# Activity
Every line in the data below that includes "Thomas" belongs in the answer, copied as it stands.

(Records excerpted from a collection)
----------------

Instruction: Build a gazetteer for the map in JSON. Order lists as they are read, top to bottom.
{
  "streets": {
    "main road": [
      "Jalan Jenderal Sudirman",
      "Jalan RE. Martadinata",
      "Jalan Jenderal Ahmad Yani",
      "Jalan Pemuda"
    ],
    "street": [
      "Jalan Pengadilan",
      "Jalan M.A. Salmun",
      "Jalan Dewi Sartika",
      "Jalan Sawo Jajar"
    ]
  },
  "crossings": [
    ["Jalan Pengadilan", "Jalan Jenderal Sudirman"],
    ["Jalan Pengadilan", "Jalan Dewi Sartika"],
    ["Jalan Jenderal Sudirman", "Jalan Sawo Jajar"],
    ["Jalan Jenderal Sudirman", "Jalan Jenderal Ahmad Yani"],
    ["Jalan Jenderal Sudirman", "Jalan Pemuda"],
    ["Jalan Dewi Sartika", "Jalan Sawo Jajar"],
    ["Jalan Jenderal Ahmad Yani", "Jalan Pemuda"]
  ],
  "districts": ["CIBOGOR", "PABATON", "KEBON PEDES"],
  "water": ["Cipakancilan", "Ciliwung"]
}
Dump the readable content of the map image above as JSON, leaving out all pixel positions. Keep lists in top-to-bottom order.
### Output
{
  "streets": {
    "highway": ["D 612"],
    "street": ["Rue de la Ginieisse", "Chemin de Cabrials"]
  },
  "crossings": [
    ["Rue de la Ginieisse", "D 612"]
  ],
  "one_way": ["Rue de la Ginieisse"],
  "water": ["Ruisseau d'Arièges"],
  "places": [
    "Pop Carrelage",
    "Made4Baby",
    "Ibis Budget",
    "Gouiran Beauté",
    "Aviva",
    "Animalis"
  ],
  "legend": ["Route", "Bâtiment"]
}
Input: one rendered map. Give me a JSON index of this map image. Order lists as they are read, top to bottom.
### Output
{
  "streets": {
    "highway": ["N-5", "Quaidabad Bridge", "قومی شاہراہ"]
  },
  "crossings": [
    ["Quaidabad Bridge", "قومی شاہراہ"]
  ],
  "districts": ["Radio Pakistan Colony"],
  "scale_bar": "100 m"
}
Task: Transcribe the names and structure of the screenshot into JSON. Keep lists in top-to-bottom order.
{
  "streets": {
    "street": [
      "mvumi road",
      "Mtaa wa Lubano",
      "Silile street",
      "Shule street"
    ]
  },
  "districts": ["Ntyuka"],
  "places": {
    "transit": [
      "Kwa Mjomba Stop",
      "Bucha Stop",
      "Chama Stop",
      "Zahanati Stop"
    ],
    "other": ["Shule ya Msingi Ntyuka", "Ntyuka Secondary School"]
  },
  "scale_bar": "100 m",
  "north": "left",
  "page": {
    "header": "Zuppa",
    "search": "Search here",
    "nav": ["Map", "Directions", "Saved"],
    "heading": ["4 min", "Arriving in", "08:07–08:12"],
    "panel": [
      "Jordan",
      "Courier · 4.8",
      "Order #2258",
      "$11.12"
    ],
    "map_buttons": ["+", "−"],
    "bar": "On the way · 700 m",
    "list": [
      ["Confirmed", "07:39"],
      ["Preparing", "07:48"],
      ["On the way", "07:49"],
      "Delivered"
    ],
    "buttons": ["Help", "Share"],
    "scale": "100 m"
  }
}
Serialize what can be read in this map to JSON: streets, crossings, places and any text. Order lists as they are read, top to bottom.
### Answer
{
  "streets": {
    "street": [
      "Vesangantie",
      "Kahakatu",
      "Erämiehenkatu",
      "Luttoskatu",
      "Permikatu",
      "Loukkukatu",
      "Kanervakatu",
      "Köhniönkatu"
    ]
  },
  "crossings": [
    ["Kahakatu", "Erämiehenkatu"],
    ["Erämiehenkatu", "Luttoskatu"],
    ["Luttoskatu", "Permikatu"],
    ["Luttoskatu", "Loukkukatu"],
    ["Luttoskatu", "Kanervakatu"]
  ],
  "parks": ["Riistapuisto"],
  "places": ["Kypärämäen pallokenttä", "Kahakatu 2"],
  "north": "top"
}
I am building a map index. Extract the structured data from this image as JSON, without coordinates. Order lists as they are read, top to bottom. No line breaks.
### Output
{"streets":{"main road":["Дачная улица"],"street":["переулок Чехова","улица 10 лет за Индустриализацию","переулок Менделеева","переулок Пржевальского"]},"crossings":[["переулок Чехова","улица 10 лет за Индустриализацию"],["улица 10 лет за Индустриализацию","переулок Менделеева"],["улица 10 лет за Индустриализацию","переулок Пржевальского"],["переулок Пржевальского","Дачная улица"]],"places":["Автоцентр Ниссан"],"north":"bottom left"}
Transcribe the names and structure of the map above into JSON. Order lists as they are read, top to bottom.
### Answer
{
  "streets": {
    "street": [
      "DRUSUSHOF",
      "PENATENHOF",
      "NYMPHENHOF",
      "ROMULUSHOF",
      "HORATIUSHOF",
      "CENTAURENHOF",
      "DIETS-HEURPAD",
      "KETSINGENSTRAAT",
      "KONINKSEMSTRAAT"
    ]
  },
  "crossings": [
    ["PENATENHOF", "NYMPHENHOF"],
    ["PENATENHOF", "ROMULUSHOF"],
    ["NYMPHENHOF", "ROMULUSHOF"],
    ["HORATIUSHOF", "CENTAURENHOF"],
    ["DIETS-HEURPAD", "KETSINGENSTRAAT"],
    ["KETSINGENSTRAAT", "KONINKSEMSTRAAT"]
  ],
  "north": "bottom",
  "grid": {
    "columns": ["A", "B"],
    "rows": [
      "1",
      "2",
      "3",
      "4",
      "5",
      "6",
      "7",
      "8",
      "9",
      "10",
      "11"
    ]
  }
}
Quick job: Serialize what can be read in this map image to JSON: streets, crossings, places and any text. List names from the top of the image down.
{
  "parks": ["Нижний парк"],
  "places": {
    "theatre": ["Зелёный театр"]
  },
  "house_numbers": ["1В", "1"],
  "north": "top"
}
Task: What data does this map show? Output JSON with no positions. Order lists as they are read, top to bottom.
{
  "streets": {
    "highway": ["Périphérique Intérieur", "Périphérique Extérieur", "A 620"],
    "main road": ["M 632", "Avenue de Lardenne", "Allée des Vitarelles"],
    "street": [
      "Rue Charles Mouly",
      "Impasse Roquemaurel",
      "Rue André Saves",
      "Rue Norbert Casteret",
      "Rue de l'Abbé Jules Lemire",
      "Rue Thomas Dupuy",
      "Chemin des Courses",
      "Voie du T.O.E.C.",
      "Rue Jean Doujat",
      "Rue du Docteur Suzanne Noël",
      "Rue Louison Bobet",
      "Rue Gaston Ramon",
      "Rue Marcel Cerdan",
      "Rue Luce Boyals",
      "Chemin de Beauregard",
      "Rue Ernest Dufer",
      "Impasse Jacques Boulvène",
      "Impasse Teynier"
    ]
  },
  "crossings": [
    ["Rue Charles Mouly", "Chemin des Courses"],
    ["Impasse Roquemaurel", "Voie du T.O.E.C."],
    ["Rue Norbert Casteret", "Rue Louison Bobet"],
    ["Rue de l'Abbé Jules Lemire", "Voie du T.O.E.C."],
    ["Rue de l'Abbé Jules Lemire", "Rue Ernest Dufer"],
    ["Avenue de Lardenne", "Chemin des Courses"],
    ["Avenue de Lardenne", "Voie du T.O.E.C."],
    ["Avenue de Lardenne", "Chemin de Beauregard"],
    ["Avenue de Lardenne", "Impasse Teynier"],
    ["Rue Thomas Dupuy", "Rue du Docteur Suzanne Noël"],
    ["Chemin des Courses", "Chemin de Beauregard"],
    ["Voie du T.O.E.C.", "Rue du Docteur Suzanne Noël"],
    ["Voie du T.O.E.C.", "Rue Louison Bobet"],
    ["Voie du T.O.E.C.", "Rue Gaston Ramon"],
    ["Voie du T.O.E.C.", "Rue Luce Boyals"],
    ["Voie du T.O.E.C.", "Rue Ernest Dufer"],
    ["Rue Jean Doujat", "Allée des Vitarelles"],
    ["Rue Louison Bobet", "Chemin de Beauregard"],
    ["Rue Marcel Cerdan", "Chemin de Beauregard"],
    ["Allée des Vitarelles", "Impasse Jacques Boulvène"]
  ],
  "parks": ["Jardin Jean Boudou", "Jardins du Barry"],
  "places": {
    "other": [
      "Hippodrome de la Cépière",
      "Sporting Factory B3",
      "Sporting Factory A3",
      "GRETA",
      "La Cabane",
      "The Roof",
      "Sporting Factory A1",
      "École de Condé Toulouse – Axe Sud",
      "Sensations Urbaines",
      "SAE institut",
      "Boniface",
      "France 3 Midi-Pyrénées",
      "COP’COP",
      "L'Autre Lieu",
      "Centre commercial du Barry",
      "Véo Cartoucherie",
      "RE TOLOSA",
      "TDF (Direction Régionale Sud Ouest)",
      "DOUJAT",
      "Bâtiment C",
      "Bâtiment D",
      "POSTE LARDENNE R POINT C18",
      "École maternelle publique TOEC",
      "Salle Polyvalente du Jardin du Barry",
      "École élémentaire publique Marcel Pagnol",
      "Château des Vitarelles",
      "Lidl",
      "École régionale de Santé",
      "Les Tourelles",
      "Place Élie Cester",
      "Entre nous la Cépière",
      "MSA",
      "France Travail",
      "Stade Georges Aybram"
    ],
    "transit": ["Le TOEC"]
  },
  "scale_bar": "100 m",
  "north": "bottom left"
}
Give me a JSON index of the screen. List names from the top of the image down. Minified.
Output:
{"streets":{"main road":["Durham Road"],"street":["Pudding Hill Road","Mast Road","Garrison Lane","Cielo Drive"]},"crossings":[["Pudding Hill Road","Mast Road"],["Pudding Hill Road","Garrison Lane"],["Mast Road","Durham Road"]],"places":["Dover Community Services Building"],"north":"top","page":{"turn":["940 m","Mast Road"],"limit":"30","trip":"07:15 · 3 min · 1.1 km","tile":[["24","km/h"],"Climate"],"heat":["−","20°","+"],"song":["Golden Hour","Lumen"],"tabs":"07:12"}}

----------------

# Exercise result
      "Rue Thomas Dupuy",
    ["Rue Thomas Dupuy", "Rue du Docteur Suzanne Noël"],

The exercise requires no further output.